I was recently called in to take over a performance problem. I quickly determined that only a portion of the database was affected, but it was the most visible part, affecting the business ability to offer a certain feature to millions of our customers. Some queries that should take less than 5 seconds suddenly took minutes to complete.
Of course the App Vendor claimed that nothing changed around that particular query in years, so it had to be a database problem.
Looking at OEM’s Average Active Sessions graph on the Performance tab, I could clearly see a huge red stripe (red means the wait is Application related). Drilling down I found waits for an event called “enq: UL – contention” to be the problem. A metalink search retuned no hits and a google search retuned hundreds of forum websites with DBA’s asking “What is enq: UL – contention?”, most of them did not have any replies. The only reference to this event in the manual was found in Oracle® Database Reference 10g Release 2 (10.2) (B14237-01) Appendix E: Oracle Enqueue Names . It simply stated “UL, User-defined Locks”. To me that meant that the app could be using DBMS_LOCK, but the Vendor said they don’t and app support told me that these queries do not write to the database.
I queried V$SESSION for sessions waiting for EVENT=”enq: UL – contention” to find the SID of the BLOCKING_SESSION, but the BLOCKING_SESSION kept on changing. One blocking session would have confirmed an App issue and the short term solution would have been to kill that process.
Then I logged a priority 1 SR and was asked to provide system state dumps. Eventually BUG 4367986 was identified as a possibility. The patch was applied, but it made no difference!
OK, I clearly had to try something else, so I decided to trace 1 session and go through the TKPROF output. I found that the app related SQL statements all executed in less than 5 second, but one statement stood out at 60 seconds elapsed time. That SQL statement was;
begin ctxsys.drvdml.com_sync_index(:idxname, :idxmem, :partname); end;
Schema ctxsys means Oracle Text is in use and the Vendor then confirmed that Oracle Text indexes where build on an app related audit table almost 2 months ago. The TKPROF also showed INSERTs into the app audit table, so we were finally on the right track.

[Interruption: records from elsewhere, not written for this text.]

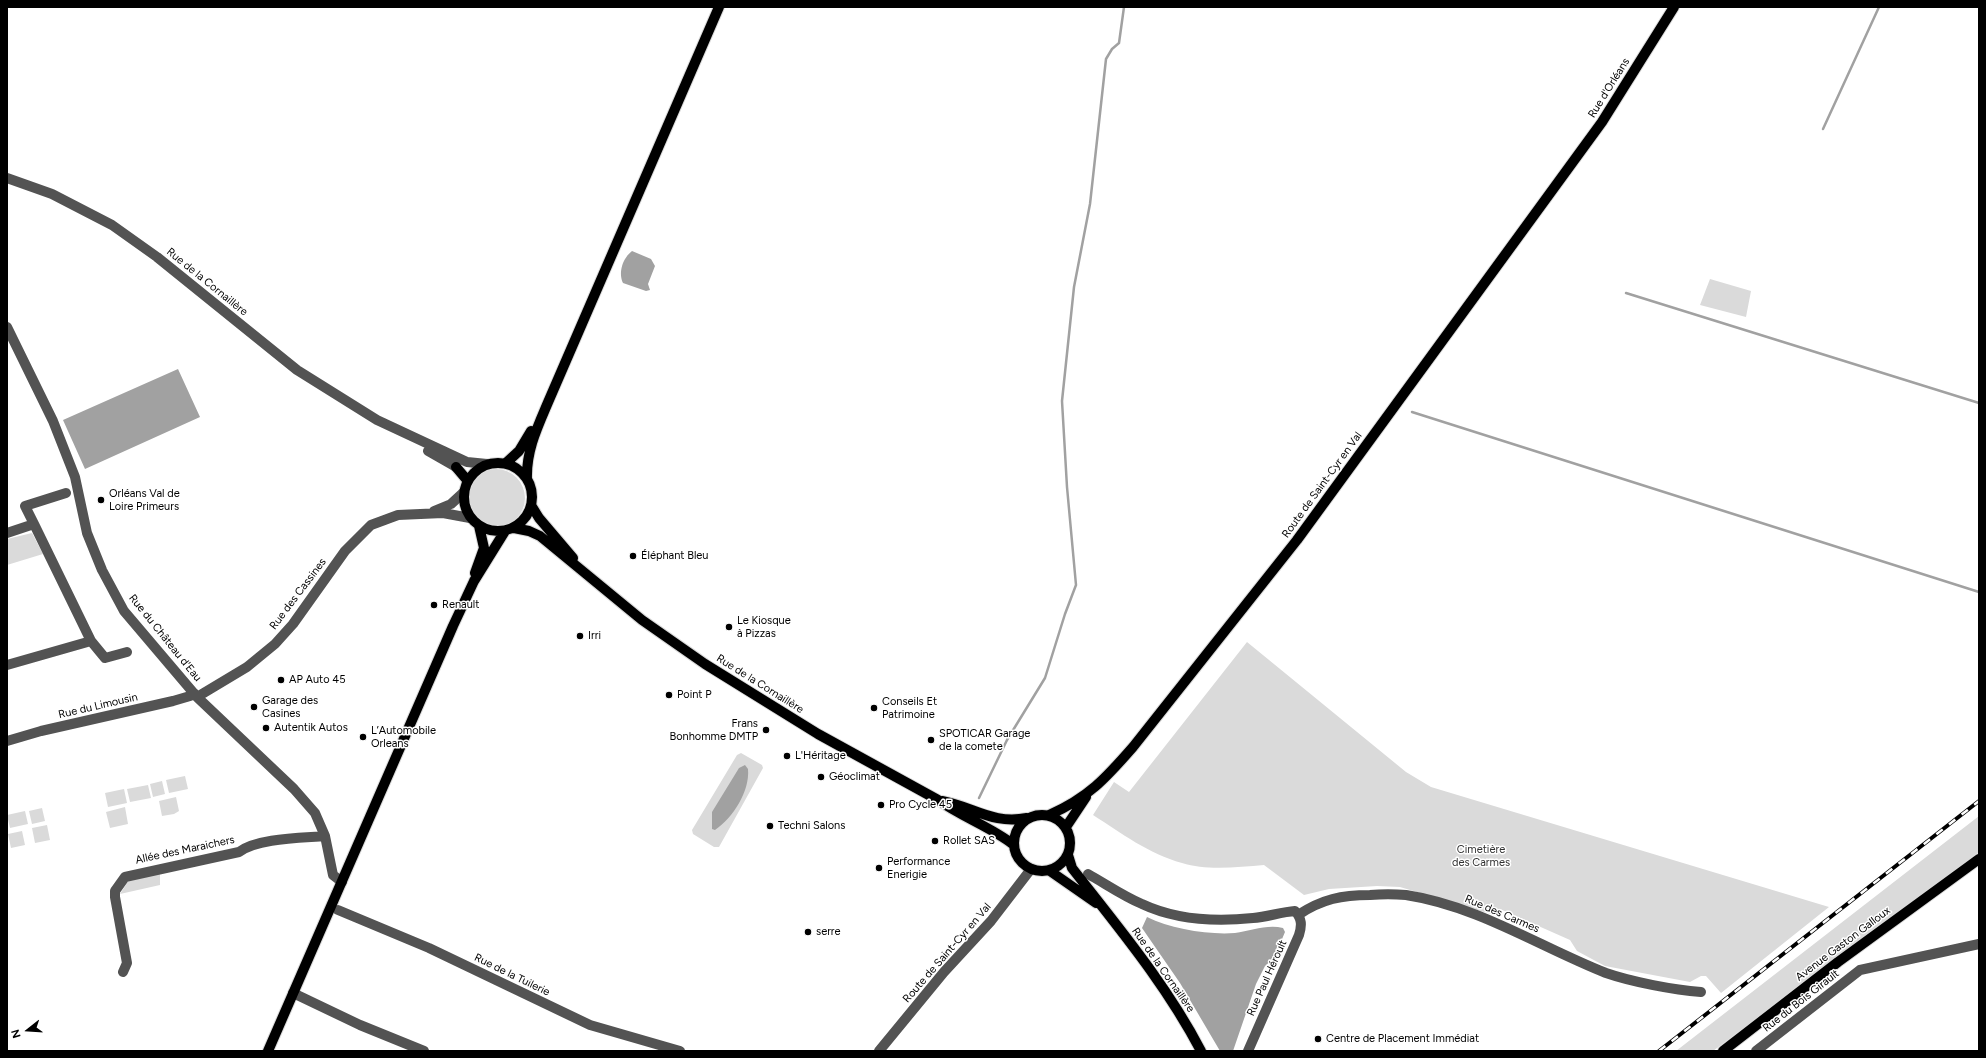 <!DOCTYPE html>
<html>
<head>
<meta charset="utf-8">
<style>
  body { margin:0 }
  #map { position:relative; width:1986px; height:1058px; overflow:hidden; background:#fff; font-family:Figtree,sans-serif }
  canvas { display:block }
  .frame { position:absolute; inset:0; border:8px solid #000; pointer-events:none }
  .north { position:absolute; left:8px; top:1010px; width:40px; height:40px; -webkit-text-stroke:3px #fff; paint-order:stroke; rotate:253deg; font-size:11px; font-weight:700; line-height:16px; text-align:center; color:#000 }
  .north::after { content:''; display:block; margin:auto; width:14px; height:18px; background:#000; clip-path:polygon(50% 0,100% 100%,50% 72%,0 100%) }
</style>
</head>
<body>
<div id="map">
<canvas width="1986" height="1058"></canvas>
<div class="frame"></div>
<div class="north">N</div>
</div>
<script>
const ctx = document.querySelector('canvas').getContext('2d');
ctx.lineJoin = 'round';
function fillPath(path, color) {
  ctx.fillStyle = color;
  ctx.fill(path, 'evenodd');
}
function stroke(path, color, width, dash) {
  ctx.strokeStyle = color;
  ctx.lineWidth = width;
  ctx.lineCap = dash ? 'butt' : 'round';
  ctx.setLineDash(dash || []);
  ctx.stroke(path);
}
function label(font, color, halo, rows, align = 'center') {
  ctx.font = font + ' Figtree,sans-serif';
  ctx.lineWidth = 3;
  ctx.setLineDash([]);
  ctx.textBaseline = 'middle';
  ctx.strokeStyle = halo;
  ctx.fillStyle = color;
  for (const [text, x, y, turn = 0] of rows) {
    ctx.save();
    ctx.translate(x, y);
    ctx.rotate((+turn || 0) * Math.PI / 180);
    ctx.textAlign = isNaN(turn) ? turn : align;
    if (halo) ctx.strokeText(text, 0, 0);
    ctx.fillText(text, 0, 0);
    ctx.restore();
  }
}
const green = new Path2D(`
  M 1710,279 L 1751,291 L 1746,317 L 1700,305 Z
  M467 498a29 29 0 1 1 58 0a29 29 0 1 1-58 0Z
  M 32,533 L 43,554 L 7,565 L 7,539 Z
  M 1247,642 L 1406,772 L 1431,787 L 1829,907 L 1721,993 L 1706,976 L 1701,976 L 1690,982 L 1605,966 L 1577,951 L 1570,940 L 1500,909 L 1494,915 L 1400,887 L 1377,886 L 1329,889 L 1304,895 L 1264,865 C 1238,867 1207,871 1182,863 C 1149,854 1121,833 1093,815 L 1114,782 L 1129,792 Z
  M 741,753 L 762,765 L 763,768 L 719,847 L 714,847 L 693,834 L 692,830 L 737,755 Z
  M 185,776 L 188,789 L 169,793 L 166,780 Z
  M 162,781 L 165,794 L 153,797 L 150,784 Z
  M 148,785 L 151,798 L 130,802 L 127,789 Z
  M 124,789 L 127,803 L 108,807 L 105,793 Z
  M 176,797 L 179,811 L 174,814 L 162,816 L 159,801 Z
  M 125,807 L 128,824 L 110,828 L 106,812 Z
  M 42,808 L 45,821 L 32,824 L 29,811 Z
  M 25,811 L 28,824 L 10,828 L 7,815 Z
  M 1979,816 L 1979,852 L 1713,1051 L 1676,1051 Z
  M 47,825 L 50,840 L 35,843 L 32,828 Z
  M 22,831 L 25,845 L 11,848 L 8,834 Z
  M 160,874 L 160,885 L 120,894 L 129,880 Z`);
const water = new Path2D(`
  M 632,251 L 651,259 L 655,266 L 648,284 L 650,290 L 646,291 L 623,283 C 618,272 623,258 632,251 Z
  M 178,369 L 200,417 L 85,469 L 63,420 Z
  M 745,765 L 748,769 C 750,791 733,818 715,830 L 712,829 L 712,812 L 739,768 Z
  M 1147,917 C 1171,929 1208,935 1235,933 C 1251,931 1267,924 1283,928 L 1285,932 L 1274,958 L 1265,966 L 1256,984 L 1233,1051 L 1220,1051 L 1180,983 L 1142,928 Z`);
const stream = new Path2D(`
  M 1823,129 L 1879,7
  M 1626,293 L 1979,403
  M 1412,412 L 1979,592
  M 979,798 L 1007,740 L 1045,678 L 1065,614 L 1076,585 L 1067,487 L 1062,401 L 1074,287 L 1090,204 L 1106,59 L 1112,49 L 1119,43 L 1124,7`);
const minor = new Path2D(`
  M 7,178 L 52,194 L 112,225 L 157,257 L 297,370 L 377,420 L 467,462 L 487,464
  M 7,327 L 53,421 L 75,477 L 87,533 L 102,570 L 124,611 L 197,697 L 294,789 L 315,813 L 325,836 L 333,875 L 342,882
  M 428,451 L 456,467
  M 434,511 L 451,504 L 464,492
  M 34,524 L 25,506 L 66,493
  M 7,533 L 34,524 L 91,641 L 7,665
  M 91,641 L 105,658 L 127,652
  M 197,697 L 247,667 L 275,644 L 293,624 L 345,551 L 371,525 L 398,515 L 443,513 L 470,518
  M 7,741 L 41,731 L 173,701 L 190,696 L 194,693
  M 1088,874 C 1106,884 1123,896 1142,904 C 1176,920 1215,922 1253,918 C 1267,917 1281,912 1295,911 C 1302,919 1302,925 1299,935 L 1248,1051
  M 338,910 L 429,948 L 590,1025 L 680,1051
  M 1298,915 C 1322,899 1342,895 1370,895 C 1382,894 1394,894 1406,895 C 1478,906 1540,947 1606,973 C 1632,982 1674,990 1701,992
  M 123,972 L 127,963 L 115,897 L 115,891 L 125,877 L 239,852 C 257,838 302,838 325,836
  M 293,993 L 360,1025 L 424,1051
  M 879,1051 L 944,972 L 991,921 L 1031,869
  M 1756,1051 L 1860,970 L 1979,944`);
const major = new Path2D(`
  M464 497a34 34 0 1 1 68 0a34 34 0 1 1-68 0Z
  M 506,463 L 519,451 L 531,431
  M 456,467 L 467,480
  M 527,479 C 526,450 538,426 549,400 L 719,7
  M 531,505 L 539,518 L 573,558
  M 514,528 L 529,531 L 540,536 L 642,620 L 705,664 L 818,734 L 938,800 C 962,817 991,827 1014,845
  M 475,573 L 484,548 L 479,526
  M 942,801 C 974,807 993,825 1027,818
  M1014 843a28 28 0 1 1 56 0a28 28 0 1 1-56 0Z
  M 1049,815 C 1088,798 1106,778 1133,747 L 1297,540 L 1602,122 L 1674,7
  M 1066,827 L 1086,797
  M 1068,855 L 1072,868 C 1118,927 1166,984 1201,1051
  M 1050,871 L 1096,903
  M 268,1051 L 453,626 L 474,581 L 505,531
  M 1723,1051 L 1838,962 L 1979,859`);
const rail = new Path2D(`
  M 1659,1051 L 1979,801`);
const markers = [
  [101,500,4,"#000"],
  [633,556,4,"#000"],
  [434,605,4,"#000"],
  [729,627,4,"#000"],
  [580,636,4,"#000"],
  [281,680,4,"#000"],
  [669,695,4,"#000"],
  [254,707,4,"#000"],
  [874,708,4,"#000"],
  [266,728,4,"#000"],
  [766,730,4,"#000"],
  [363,737,4,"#000"],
  [931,740,4,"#000"],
  [787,756,4,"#000"],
  [821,777,4,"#000"],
  [881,805,4,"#000"],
  [770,826,4,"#000"],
  [935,841,4,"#000"],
  [879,868,4,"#000"],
  [808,932,4,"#000"],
  [1318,1039,4,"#000"]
];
const streetNames = [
  ["Rue d'Orléans",1609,88,-58],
  ["Rue de la Cornaillère",207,282,39],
  ["Route de Saint-Cyr en Val",1322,485,-54],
  ["Rue des Cassines",298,594,-53],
  ["Rue du Château d'Eau",165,638,51],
  ["Rue de la Cornaillère",760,684,32],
  ["Rue du Limousin",98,706,-13],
  ["Allée des Maraichers",185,850,-12],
  ["Rue des Carmes",1502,914,23],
  ["Avenue Gaston Galloux",1843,944,-37],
  ["Route de Saint-Cyr en Val",947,953,-49],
  ["Rue de la Cornaillère",1163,970,55],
  ["Rue de la Tuilerie",512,975,26],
  ["Rue Paul Héroult",1267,978,-66],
  ["Rue du Bois Girault",1801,1001,-38]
];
const poiNames = [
  ["Orléans Val de",109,494],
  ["Loire Primeurs",109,507],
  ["Éléphant Bleu",641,556],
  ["Renault",442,605],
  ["Le Kiosque",737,621],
  ["à Pizzas",737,634],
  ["Irri",588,636],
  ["AP Auto 45",289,680],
  ["Point P",677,695],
  ["Garage des",262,701],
  ["Casines",262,714],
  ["Conseils Et",882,702],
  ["Patrimoine",882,715],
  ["Frans",758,724,"right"],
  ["Bonhomme DMTP",758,737,"right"],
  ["Autentik Autos",274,728],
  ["L’Automobile",371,731],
  ["Orleans",371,744],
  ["SPOTICAR Garage",939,734],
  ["de la comete",939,747],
  ["L'Héritage",795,756],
  ["Géoclimat",829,777],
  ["Pro Cycle 45",889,805],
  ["Techni Salons",778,826],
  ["Rollet SAS",943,841],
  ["Performance",887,862],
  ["Enerigie",887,875],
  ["serre",816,932],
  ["Centre de Placement Immédiat",1326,1039]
];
const parkNames = [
  ["Cimetière",1481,850],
  ["des Carmes",1481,863]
];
fillPath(green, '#dadada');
fillPath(water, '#a1a1a1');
stroke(stream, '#a1a1a1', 2.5);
stroke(major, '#dbdbdb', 12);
stroke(minor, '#535353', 10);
stroke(major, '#000', 10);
stroke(rail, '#000', 4);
stroke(rail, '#fff', 2.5, [8]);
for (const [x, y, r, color] of markers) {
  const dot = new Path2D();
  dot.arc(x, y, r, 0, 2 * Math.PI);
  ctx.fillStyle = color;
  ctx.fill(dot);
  stroke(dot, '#fff', 1.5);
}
label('11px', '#000', '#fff', streetNames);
label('11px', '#000', '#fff', poiNames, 'left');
label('11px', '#313131', '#fff', parkNames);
</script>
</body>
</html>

This information was uploaded in the SR and I had to check the SYNC intervals via a select from dr$index and confirmed that the 2 audit indexes had SYNC ON COMMIT. We changed the COMMIT interval to MANUAL , just to proof if this problem is related to the SYNC ON COMMIT. Once we changed the commit interval to MANUAL, the wait event disappeared.
exec CTX_DDL.REPLACE_INDEX_METADATA('XX','REPLACE METADATA SYNC (MANUAL)');
The SR engineer then supplied the following script to change the SYNC to every 5 minutes.
exec CTX_DDL.REPLACE_INDEX_METADATA('XX','REPLACE METADATA SYNC (every "SYSDATE+5/1440")');
So the “moral of the story” is that as a DBA you have more than one tool to solve a problem and you should use as many of them as possible until the root cause of the problem is clear.